**AIM OF THE TASK:** Find and copy each line of the data that includes "image".

**EXERCISE INPUT:**
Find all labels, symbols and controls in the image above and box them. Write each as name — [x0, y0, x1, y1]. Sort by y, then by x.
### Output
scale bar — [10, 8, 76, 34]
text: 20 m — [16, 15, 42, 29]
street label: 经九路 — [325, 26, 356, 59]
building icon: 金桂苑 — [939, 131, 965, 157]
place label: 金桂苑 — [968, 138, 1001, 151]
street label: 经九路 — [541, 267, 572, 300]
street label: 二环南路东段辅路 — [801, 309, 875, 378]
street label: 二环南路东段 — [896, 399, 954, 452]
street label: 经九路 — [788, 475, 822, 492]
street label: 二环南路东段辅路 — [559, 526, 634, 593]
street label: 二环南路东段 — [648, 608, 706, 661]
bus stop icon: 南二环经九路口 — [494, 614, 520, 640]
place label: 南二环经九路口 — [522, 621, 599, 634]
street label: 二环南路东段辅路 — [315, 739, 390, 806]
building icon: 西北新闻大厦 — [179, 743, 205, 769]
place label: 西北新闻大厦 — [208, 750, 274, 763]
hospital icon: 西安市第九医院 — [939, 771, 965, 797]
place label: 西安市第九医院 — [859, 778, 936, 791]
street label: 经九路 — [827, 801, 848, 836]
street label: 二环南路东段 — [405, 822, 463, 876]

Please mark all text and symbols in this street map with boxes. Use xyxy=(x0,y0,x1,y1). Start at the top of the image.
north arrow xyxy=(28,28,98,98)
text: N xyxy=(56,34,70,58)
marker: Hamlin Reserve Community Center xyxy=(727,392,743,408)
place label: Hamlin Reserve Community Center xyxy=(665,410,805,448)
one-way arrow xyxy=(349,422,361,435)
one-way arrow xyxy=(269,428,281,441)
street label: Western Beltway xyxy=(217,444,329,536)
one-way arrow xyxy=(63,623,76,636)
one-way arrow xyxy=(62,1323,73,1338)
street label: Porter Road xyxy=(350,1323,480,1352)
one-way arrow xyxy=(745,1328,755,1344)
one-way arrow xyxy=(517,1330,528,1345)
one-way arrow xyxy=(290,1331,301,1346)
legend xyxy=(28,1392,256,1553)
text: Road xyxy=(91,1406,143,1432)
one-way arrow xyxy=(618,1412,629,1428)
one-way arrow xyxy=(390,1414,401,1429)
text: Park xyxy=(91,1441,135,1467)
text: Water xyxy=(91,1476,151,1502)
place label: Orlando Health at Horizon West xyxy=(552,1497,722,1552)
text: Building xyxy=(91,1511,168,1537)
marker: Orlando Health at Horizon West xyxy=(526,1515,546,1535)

**REPLY TO THE EXERCISE:**
Find all labels, symbols and controls in the image above and box them. Write each as name — [x0, y0, x1, y1]. Sort by y, then by x.
Please mark all text and symbols in this street map with boxes. Use xyxy=(x0,y0,x1,y1). Start at the top of the image.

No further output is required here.